PDA

View Full Version : [SOLVED] Python - simplest way to generate XML?



scruff
February 18th, 2008, 09:35 PM
I'm looking for the simplest method of generating XML through Python for a music library mgmt application I am working on. I am thinking of minidom because of its small footprint but I haven't found any simple examples to generate the actual XML. Much of what I have found is geared toward parsing or manipulation of existing XML. I am used to XML::Simple in Perl...

This should be extremely easy. Here is the XML structure:



<?xml version="1.0"?>
<library>
<track>
<file name="foo" path="/path/to/file" lastmod="timestamp"/>
<md title="title"/>
<md artist="artist"/>
<md album="album"/>
<md genre="genre"/>
<md etc="[more metadata]"/>
</track>
<track>
...
</track>
</library>


I gather this data through a variety of modules that pull the metadata directly from the music library and this is how I would like to spit out the XML. Can someone point me in the right direction?

pmasiar
February 18th, 2008, 09:38 PM
http://www.kid-templating.org/ is my favorite templating system. here is why (http://turbogears.org/about/kid.html). Genshi is Kid v 2.0 with name easier to find via Google :-)

BTW why you need XML for data storage?

scruff
February 18th, 2008, 09:53 PM
http://www.kid-templating.org/ is my favorite templating system. here is why (http://turbogears.org/about/kid.html). Genshi is Kid v 2.0 with name easier to find via Google :-)

BTW why you need XML for data storage?

That looks interesting. It seems more geared toward generating web content than plain 'ol xml though.

This is mainly an educational excercise and a cure for boredom.

I chose XML as a means of maintaining a persistent snapshot of everything in my library. I figure if I want to use the data in ways I have not yet thought of, XML would be the way to go. I also considered a database and may even do some perf testing of both storage methods to see if the performance gains are enough to go that way. In the end though, if I release this to the public I would like as few external deps as possible by sticking to libs included in the Python dist if I can.

Wybiral
February 18th, 2008, 09:58 PM
ElementTree works great for generating XML if templating isn't what you're looking for.

scruff
February 18th, 2008, 10:39 PM
ElementTree looks nice and fast. I'm toying with it right now :)

pmasiar
February 18th, 2008, 11:27 PM
That looks interesting. It seems more geared toward generating web content than plain 'ol xml though.

Kid (and Genshi) generate valid XML. They are used and loved for web apps development, but not limited to it.

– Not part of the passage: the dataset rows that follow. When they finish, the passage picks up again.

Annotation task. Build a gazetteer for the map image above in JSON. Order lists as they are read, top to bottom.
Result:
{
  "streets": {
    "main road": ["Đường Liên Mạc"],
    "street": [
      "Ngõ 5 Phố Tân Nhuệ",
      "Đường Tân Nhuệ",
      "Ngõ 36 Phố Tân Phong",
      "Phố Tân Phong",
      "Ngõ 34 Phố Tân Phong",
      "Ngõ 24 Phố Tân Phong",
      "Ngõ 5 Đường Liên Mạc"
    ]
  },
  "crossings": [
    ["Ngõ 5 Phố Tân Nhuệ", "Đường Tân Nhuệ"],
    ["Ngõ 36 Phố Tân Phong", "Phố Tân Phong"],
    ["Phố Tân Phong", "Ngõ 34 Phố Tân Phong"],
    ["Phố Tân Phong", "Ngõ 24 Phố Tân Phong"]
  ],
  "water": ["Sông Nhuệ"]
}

I chose XML as a means of maintaining a persistent snapshot of everything in my library. I figure if I want to use the data in ways I have not yet thought of, XML would be the way to go. I also considered a database and may even do some perf testing of both storage methods to see if the performance gains are enough to go that way. In the end though, if I release this to the public I would like as few external deps as possible by sticking to libs included in the Python dist if I can.

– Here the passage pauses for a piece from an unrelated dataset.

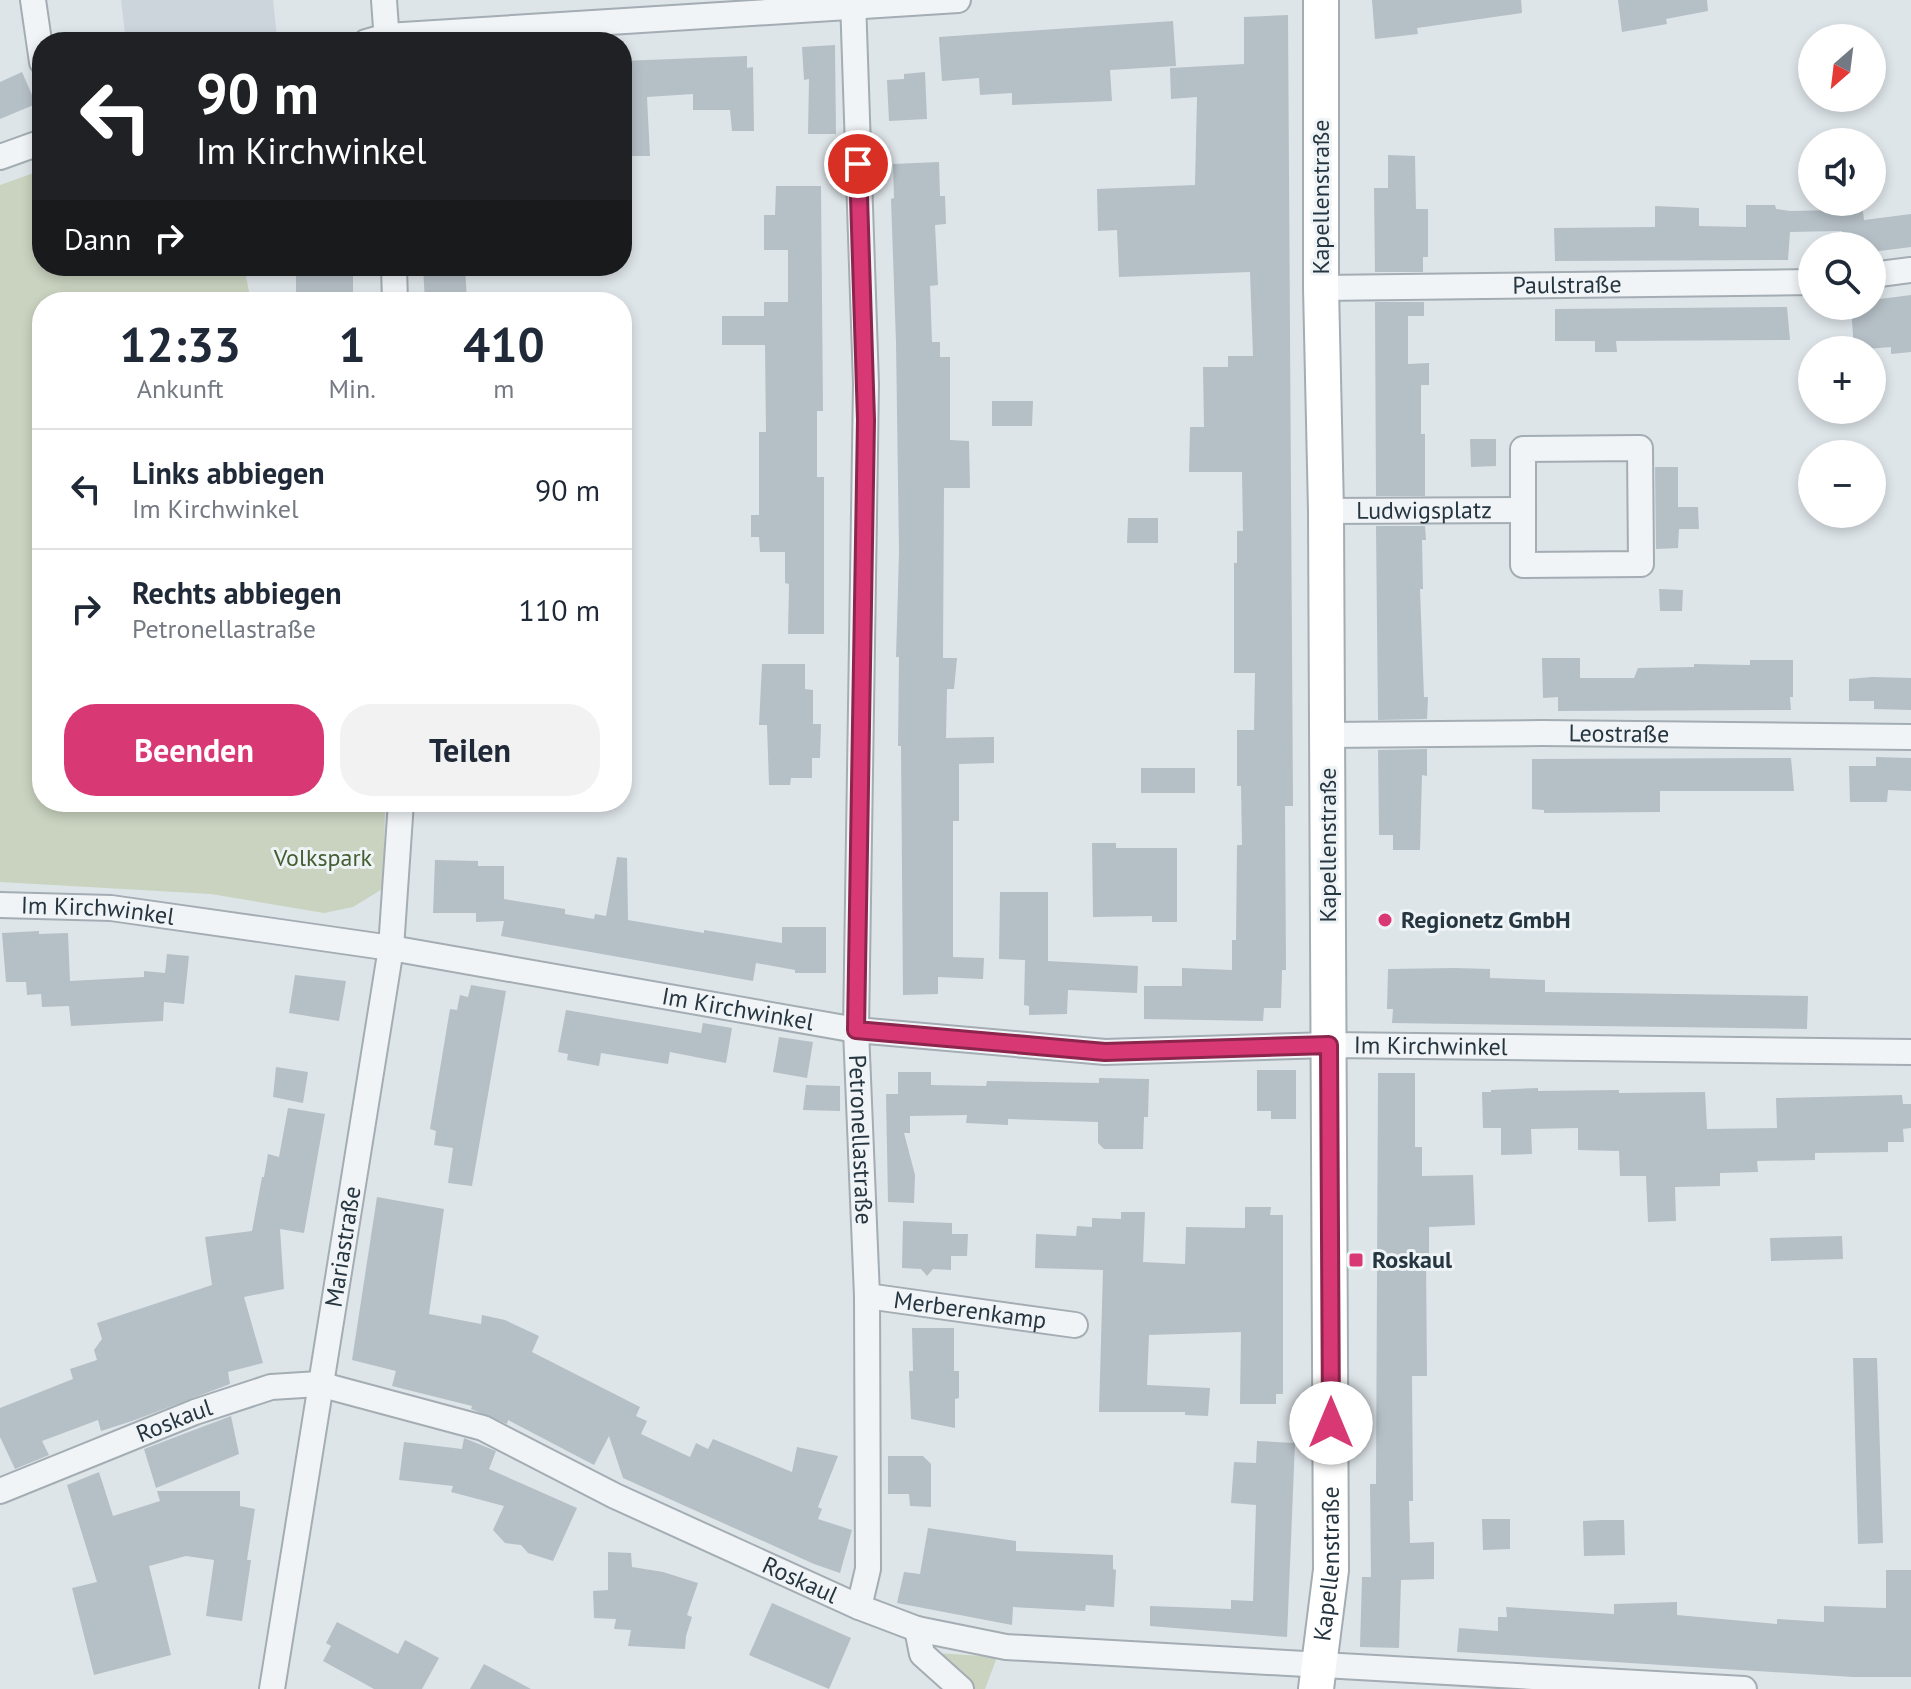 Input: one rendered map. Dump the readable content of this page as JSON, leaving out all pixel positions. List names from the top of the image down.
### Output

If so, SQLite will be perfect IMHO. It is included in core Python since 2.5, is a C library (no server is running), and you have full power of SQL on your fingertips. It is much more flexible than XML, which basically hardcodes one of possible hierarchical structures - and you need to maintain internal consistency by hand. And SQL-based storege scales up: you can replace DB engine to more powerful MySQL when you need the power.

SQL might be harder to learn at start (exactly because XML has hardcoded structure, while SQL is much more flexible) but with SQL different view is simple - with XML, you need to painfully transform your data.

Also, you may want to look at object-relational mappers which will hide all SQL. SQLObject and SQLAlchemy are both part of TurboGears stack (so you will have only one dependency). But for simple SQL you don't need it.

Re performance:

I am quite sure that SQLite, which is C library accessing binary data format, will be faster than any XML parser.

Wybiral
February 18th, 2008, 11:31 PM
ElementTree looks nice and fast. I'm toying with it right now :)

There's also cElementTree (which is the same API, just implemented in C and very fast). And a couple other implementations of the same API (like the lxml one, which has a few extensions).

scruff
February 19th, 2008, 12:01 AM
If so, SQLite will be perfect IMHO. It is included in core Python since 2.5, is a C library (no server is running), and you have full power of SQL on your fingertips. <SNIP>

I am quite sure that SQLite, which is C library accessing binary data format, will be faster than any XML parser.

That is awesome! The ability to use without setting up and configuring a MySQL server has me sold I think.

Thanks guys!

scruff
February 19th, 2008, 12:37 AM
Also, after spending a frustrating day running through sparse documentation (and I am no stranger to such) it is very nice to see the SQLObject docs contain plenty of info and useful examples!

pmasiar
February 19th, 2008, 12:38 AM
Yup, yet another win by challenging poster assumptions instead of answering question directly. :-)

Simplest way to generate/parse XML seems to be SQLite with SQLObject :-) because OP wanted just to store data in a flexible way. :-)

scruff
February 19th, 2008, 12:40 AM
Yup, yet another win by challenging poster assumptions instead of answering question directly. :-)

Simplest way to generate/parse XML seems to be SQLite with SQLObject :-) because OP wanted just to store data in a flexible way. :-)

I don't know what else to say but point taken :)